L’espace d’exposition du 3 bis f demeure hanté par l’architecture institutionnelle : une enceinte à proximité d’un cadre naturel présumé pacificateur, un couloir panacoustique, des cellules, dans lesquelles on discerne encore la trace d’un lit, l’emplacement des toilettes, les fenêtres hautes, la couleur chaude et glaçante des murs. Qu’à cela ne tienne, et l’on transposera l’espace psychique à l’espace physique, telle une plongée dans la tuyauterie de son cerveau.

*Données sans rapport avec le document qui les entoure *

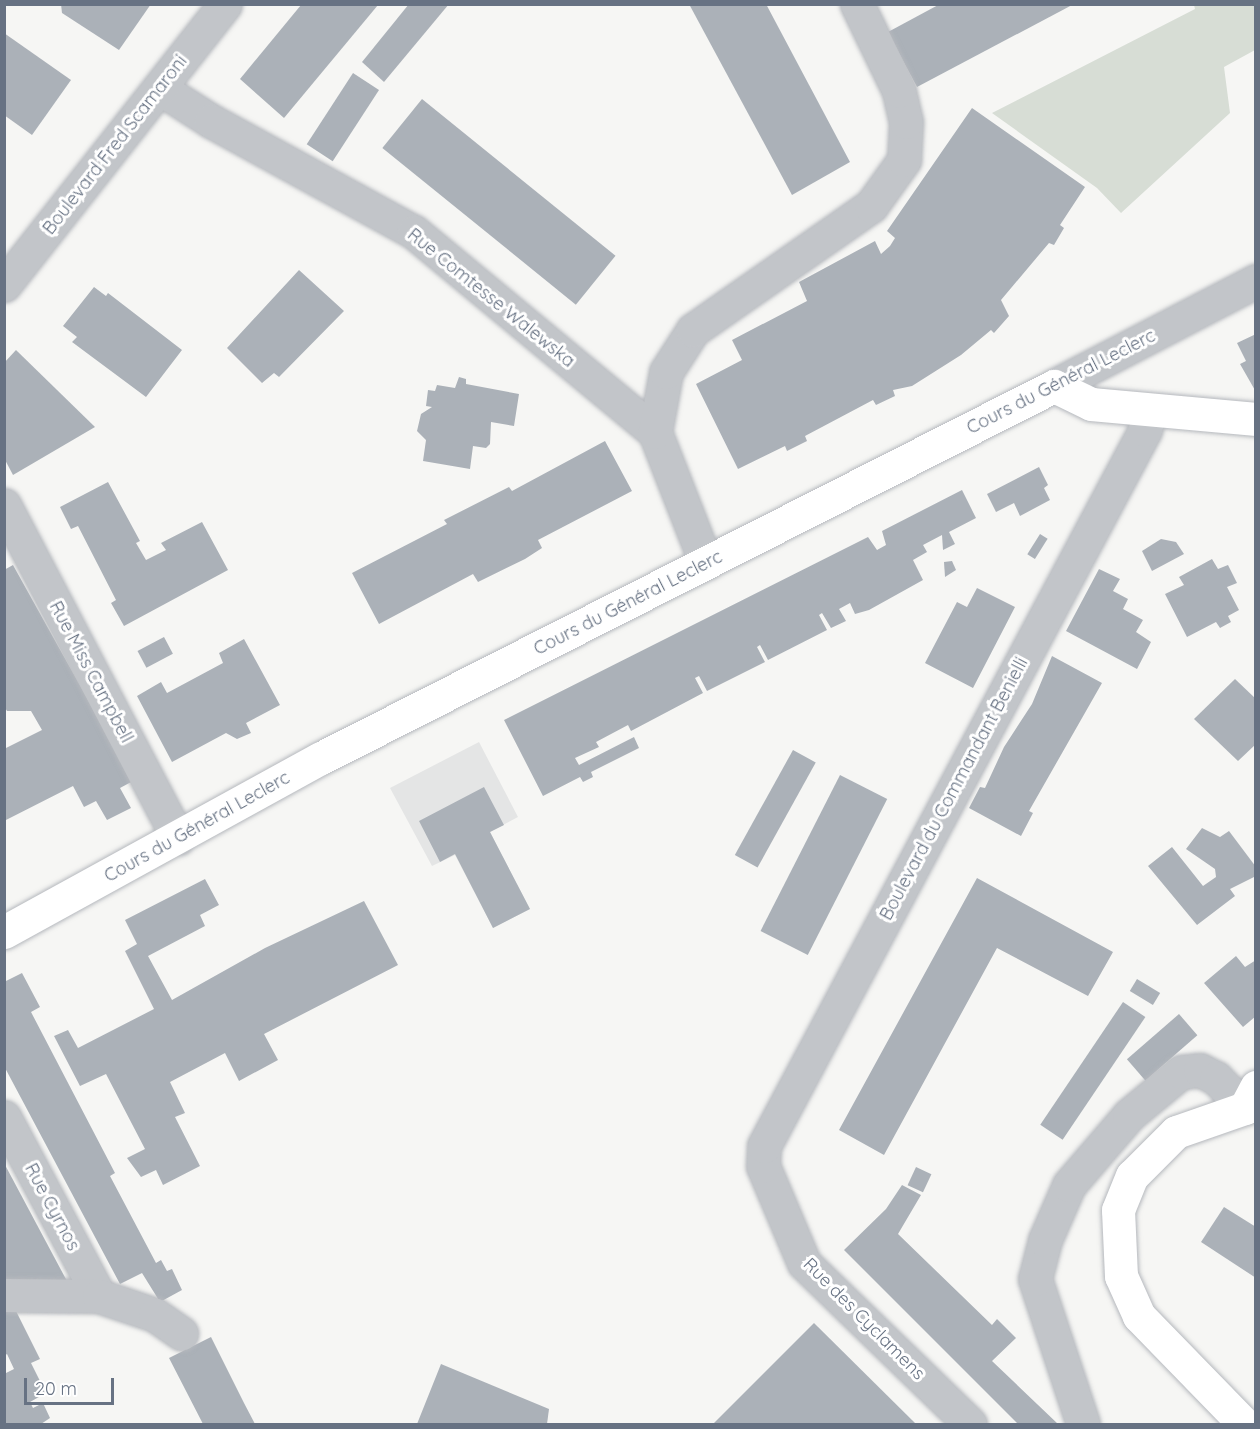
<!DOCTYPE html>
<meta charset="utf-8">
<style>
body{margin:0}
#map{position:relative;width:1260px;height:1429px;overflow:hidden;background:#f6f6f4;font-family:Quicksand,sans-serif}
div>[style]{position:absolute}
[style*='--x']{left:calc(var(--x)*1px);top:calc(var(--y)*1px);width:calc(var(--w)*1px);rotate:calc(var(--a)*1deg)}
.built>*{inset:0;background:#e4e5e5}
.green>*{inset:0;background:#d7ddd5}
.building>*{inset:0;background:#abb1b8;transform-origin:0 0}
.roads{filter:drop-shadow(0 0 2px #b5b8bd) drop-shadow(0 0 2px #b5b8bd)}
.minor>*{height:33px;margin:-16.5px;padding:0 16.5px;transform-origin:16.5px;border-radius:16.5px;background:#c2c5c9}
.tertiary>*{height:33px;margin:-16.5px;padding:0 16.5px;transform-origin:16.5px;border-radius:16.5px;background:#c2c5c9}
.secondary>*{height:33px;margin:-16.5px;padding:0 16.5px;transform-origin:16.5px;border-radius:16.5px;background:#fff}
span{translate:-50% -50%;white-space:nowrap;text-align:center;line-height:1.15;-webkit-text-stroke:6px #fff;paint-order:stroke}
.street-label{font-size:18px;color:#677283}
.frame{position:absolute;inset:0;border:6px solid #677283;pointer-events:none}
.scale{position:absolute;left:24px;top:1378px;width:90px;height:27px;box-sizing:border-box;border:3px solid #677283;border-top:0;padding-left:8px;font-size:18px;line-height:21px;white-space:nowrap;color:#677283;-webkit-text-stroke:4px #fff;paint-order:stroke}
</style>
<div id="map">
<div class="built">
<div style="clip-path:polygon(479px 742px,518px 817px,490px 832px,530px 909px,493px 928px,455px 855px,432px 866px,390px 788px)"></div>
</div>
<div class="green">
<div style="clip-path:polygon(1194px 5px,1255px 5px,1255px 50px,1224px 67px,1230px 113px,1121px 213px,1097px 188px,992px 113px,1195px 9px)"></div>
</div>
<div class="building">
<div style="clip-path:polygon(61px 4px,151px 4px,119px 50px,62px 13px)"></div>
<div style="clip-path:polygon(409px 4px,449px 4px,384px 82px,362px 62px)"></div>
<div style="clip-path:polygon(689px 4px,766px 4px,850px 162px,792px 195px)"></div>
<div style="clip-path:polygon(940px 4px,1074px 4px,917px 87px,888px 32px)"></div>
<div style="clip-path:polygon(301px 5px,378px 5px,284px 118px,240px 79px)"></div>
<div style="clip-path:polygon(4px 33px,71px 80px,32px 135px,4px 115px)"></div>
<div style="left:353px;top:73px;width:31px;height:85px;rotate:33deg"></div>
<div style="left:422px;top:99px;width:249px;height:63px;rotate:39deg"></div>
<div style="clip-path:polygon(972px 108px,1085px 187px,1060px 225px,1064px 228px,1054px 245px,1049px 243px,1001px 300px,1009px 316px,994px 333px,991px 330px,961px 355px,912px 386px,893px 390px,895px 396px,876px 405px,873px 400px,805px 436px,807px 441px,787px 451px,785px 446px,738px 469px,696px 384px,742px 360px,732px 340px,807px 301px,799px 282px,875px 241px,881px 254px,890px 246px,895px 238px,887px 231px)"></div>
<div style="clip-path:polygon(299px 270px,344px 311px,279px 377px,274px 373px,262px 383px,227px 348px)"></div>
<div style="clip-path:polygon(94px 287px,106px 296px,108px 293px,182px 350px,146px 397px,72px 342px,77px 337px,63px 326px)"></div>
<div style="clip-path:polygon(1256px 334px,1256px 392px,1240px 364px,1246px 361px,1237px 343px)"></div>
<div style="clip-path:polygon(16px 350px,95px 427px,13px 475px,4px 458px,4px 363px)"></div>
<div style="clip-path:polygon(459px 377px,466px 379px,466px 384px,519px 394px,514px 426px,491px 422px,490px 444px,486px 448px,473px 446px,470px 469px,423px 461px,426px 440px,417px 431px,421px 414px,432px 407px,426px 406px,428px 390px,435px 391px,437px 385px,455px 388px)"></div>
<div style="clip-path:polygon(605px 441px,632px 491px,538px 540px,542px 548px,525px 559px,478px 582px,473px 574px,379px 624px,352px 573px,447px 524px,444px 520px,509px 487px,512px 491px)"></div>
<div style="clip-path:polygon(1039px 467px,1048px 485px,1044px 488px,1050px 500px,1020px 516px,1014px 503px,996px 512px,987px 494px)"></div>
<div style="clip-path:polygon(108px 482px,140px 541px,136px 543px,146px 560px,166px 550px,161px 543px,202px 522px,228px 570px,124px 626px,111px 603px,116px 600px,78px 526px,71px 529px,60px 507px)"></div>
<div style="clip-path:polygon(962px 490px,976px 518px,949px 532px,955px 544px,943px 550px,942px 535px,923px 545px,927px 552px,913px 560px,923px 580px,869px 610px,855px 614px,850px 603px,839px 609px,846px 621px,831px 628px,822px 613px,819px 615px,827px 630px,768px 660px,760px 645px,757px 647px,765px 662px,707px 691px,699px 676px,695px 678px,703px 693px,631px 731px,628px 725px,596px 742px,599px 747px,575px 758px,579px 765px,634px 737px,639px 748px,591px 772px,593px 777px,583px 782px,580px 777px,543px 796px,504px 720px,868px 537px,877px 550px,886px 545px,882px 531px)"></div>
<div style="left:1040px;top:534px;width:9px;height:24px;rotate:32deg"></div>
<div style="clip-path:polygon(1161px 539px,1176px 542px,1184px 554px,1152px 571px,1142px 551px)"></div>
<div style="clip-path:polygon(1212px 559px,1218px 569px,1228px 565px,1237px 583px,1227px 587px,1239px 610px,1228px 616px,1231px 622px,1220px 628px,1216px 622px,1187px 637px,1165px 594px,1184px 585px,1179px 577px)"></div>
<div style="clip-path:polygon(952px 561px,956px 570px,945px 577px,944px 562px)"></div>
<div style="clip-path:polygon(13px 565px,133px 781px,120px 788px,131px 808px,107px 820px,96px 801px,84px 807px,73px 786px,4px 821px,4px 749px,42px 730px,31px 711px,7px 711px,4px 706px,4px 570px)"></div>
<div style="clip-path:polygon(1099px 569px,1120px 579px,1113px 591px,1128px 599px,1123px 609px,1143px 620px,1136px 632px,1151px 642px,1137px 669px,1066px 631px)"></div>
<div style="clip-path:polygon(977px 588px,1015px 607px,973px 688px,925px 663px,957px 602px,967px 607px)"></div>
<div style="left:164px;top:637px;width:19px;height:30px;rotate:62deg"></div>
<div style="clip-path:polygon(244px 639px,280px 705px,246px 723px,251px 733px,237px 739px,226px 733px,172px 762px,137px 696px,161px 682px,167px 693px,223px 663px,219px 653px)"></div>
<div style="clip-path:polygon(1052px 656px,1102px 683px,1029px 811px,1033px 813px,1021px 836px,969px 808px,980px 787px,985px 788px,1004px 747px,1032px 704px)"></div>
<div style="clip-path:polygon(1235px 679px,1256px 699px,1256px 744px,1238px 761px,1194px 719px)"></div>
<div style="left:793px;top:750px;width:26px;height:120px;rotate:29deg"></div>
<div style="left:840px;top:775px;width:53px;height:175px;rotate:27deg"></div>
<div style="clip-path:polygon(484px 787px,504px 825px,490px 832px,530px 909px,493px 928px,455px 854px,440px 862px,419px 821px)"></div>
<div style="clip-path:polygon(1202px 828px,1220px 837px,1229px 831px,1256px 867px,1256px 876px,1230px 889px,1235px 896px,1197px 925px,1148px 866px,1172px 847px,1203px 886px,1216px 877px,1215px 869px,1186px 849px)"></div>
<div style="clip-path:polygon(977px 878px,1113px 952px,1088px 996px,997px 948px,884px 1155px,839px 1130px)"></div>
<div style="clip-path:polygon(205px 879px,219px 905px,200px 915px,205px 926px,148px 956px,172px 1000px,265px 948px,364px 901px,398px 965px,264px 1034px,278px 1060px,239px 1081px,225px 1053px,170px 1082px,185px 1113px,175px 1117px,200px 1166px,163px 1185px,156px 1170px,141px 1177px,127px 1158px,145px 1149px,106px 1074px,80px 1086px,54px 1036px,68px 1030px,78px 1048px,154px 1009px,125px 951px,137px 944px,125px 920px)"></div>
<div style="clip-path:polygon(1236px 956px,1245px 967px,1256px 960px,1256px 1016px,1243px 1027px,1204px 983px)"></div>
<div style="clip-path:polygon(22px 973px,40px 1007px,31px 1012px,115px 1173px,110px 1176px,156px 1263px,161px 1260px,167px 1271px,172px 1269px,182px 1290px,160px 1302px,142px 1273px,120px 1284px,4px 1066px,4px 982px)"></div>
<div style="left:1137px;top:979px;width:27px;height:14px;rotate:31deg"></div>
<div style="left:1123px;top:1002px;width:27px;height:148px;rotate:34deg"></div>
<div style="left:1179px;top:1014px;width:28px;height:69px;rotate:49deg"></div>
<div style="clip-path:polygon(4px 1163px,68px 1283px,4px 1284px)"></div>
<div style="left:916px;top:1167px;width:17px;height:20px;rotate:25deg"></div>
<div style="clip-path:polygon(902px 1185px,921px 1195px,898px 1234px,992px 1325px,997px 1319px,1016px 1338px,992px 1361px,1058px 1424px,1018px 1424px,844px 1250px,886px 1209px)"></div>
<div style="clip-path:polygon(1224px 1207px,1256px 1227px,1256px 1278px,1201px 1242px)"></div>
<div style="clip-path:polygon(4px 1308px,15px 1309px,40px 1359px,31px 1363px,46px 1393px,30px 1402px,33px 1408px,43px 1403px,50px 1418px,41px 1424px,4px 1424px,4px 1374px,14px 1369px,7px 1354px,4px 1356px)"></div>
<div style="clip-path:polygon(814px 1323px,916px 1424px,713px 1424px)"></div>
<div style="clip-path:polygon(211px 1337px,244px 1403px,255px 1424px,203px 1424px,169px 1358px)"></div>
<div style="clip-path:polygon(441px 1364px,549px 1409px,547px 1424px,417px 1424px)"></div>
</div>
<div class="roads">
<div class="minor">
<div style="--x:161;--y:89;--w:59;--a:32.6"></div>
<div style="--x:211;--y:121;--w:231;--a:28.7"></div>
<div style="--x:414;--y:232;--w:313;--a:39.7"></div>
<div style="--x:4;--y:285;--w:357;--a:-51.8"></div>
<div style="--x:4;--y:505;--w:376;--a:62.4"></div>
<div style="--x:4;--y:1117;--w:203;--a:62"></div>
<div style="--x:4;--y:1295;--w:95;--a:0.6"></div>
<div style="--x:99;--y:1296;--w:59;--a:18.7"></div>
<div style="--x:155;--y:1315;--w:32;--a:35"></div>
<div style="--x:970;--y:1424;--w:231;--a:-135.9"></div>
<div style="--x:804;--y:1263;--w:105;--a:-112.9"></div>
<div style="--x:763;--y:1166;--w:20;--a:-87"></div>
<div style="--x:764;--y:1146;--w:811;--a:-61.98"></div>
<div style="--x:1145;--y:430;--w:18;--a:-77"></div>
<div style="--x:1083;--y:1424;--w:153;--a:-108.3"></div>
<div style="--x:1035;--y:1279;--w:40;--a:-75.6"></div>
<div style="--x:1045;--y:1240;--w:60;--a:-66.4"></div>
<div style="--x:1069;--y:1185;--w:92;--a:-49.4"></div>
<div style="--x:1129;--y:1115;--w:67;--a:-39.6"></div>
<div style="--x:1181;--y:1072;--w:19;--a:-6"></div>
<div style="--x:1200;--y:1070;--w:18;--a:27"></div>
<div style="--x:1216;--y:1078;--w:42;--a:46"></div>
</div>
<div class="tertiary">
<div style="--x:1054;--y:386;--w:228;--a:-27.5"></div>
<div style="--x:706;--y:563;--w:141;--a:-111.3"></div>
<div style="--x:655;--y:432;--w:61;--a:-79.6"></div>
<div style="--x:666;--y:372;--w:50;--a:-57.3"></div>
<div style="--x:693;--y:330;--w:217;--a:-34.9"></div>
<div style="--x:871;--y:206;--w:57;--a:-54.3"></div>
<div style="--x:904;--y:160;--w:38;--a:-87"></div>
<div style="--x:906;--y:122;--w:32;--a:-103"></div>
<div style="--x:899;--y:91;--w:97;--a:-115.8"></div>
</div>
<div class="secondary">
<div style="--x:4;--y:932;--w:362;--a:-28.8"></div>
<div style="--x:321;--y:758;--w:822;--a:-26.91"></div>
<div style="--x:1054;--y:386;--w:41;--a:25.9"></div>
<div style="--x:1091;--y:404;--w:166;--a:5.2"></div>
<div style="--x:1244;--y:1424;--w:151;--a:-134.2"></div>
<div style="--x:1139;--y:1316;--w:44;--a:-114.2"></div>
<div style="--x:1121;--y:1276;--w:66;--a:-92.6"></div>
<div style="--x:1118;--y:1210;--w:37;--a:-68"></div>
<div style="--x:1132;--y:1176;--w:62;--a:-45"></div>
<div style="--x:1176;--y:1132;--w:73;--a:-19.2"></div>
<div style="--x:1245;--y:1108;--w:24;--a:-62"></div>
</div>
</div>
<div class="street-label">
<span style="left:115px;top:145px;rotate:-52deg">Boulevard Fred Scamaroni</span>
<span style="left:491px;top:298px;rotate:39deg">Rue Comtesse Walewska</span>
<span style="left:1061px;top:382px;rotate:-27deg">Cours du Général Leclerc</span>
<span style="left:628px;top:603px;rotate:-27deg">Cours du Général Leclerc</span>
<span style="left:91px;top:672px;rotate:62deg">Rue Miss Campbell</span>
<span style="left:954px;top:789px;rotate:-62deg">Boulevard du Commandant Benielli</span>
<span style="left:197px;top:827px;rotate:-29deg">Cours du Général Leclerc</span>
<span style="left:52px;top:1207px;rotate:62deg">Rue Cyrnos</span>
<span style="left:864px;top:1319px;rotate:45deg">Rue des Cyclamens</span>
</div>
<div class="frame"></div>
<div class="scale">20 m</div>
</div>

La symétrie fonctionnelle et anatomique des deux cellules (symbole d’autorité, d’ordre et d’équilibre dans l’architecture néoclassique) sera, pour nous, comparable aux deux hémisphères impliqués dans le traitement des informations visuelles et spatiales (droite), verbales et logiques (gauche). La carte mentale, qui recouvre les parois de la cellule droite, témoigne ainsi des cheminements de pensée de l’artiste. Volontiers associée à la créativité, l’émotion, l’empathie, sa carte demeure cependant relativement sobre, dans l’esthétique bureaucratique et administrative qui caractérise son travail. (Notons tout de même l’abandon du format A4 et d’un accrochage systématique au profit de lés volants et d’une intention d’immersion.) La cellule de gauche, relative à la pensée analytique, au raisonnement logique et à la résolution de problèmes mathématiques, aurait aussi bien fait l’affaire, mais il fallait choisir. Et quitte à cultiver un neuromythe : celui d’un découpage symétrique des activités et des personnalités du cerveau, autant le faire avec force et conviction. Un mètre ne fait pas un mètre, réalisait-elle en 2023, pointant l’erreur humaine dans l’établissement d’une mesure de référence. Il y a peu, certains prétendaient encore que le « cerveau gauche » était dévolu aux hommes (George), quand le droit — bordélique, sensible, hystérique — l’était aux femmes (Juliette). De toute façon, par définition, à « compétences et caractère égaux, une femme sera toujours jugée moins sympathique ». Son exposition ne peut être qu’un échec. CQFD.
Au fond, Juliette George se livre, s’écrit, nous donne accès aux méandres de sa psyché. Mais de même qu’il n’y a pas de plan type pour une architecture psychiatrique, car la concrétisation du bâtiment est toujours décalée par rapport à la théorie du soin en vigueur, il n’y a pas de recette pour une bonne exposition. Qu’est-ce qui s’expose ? Sinon soi.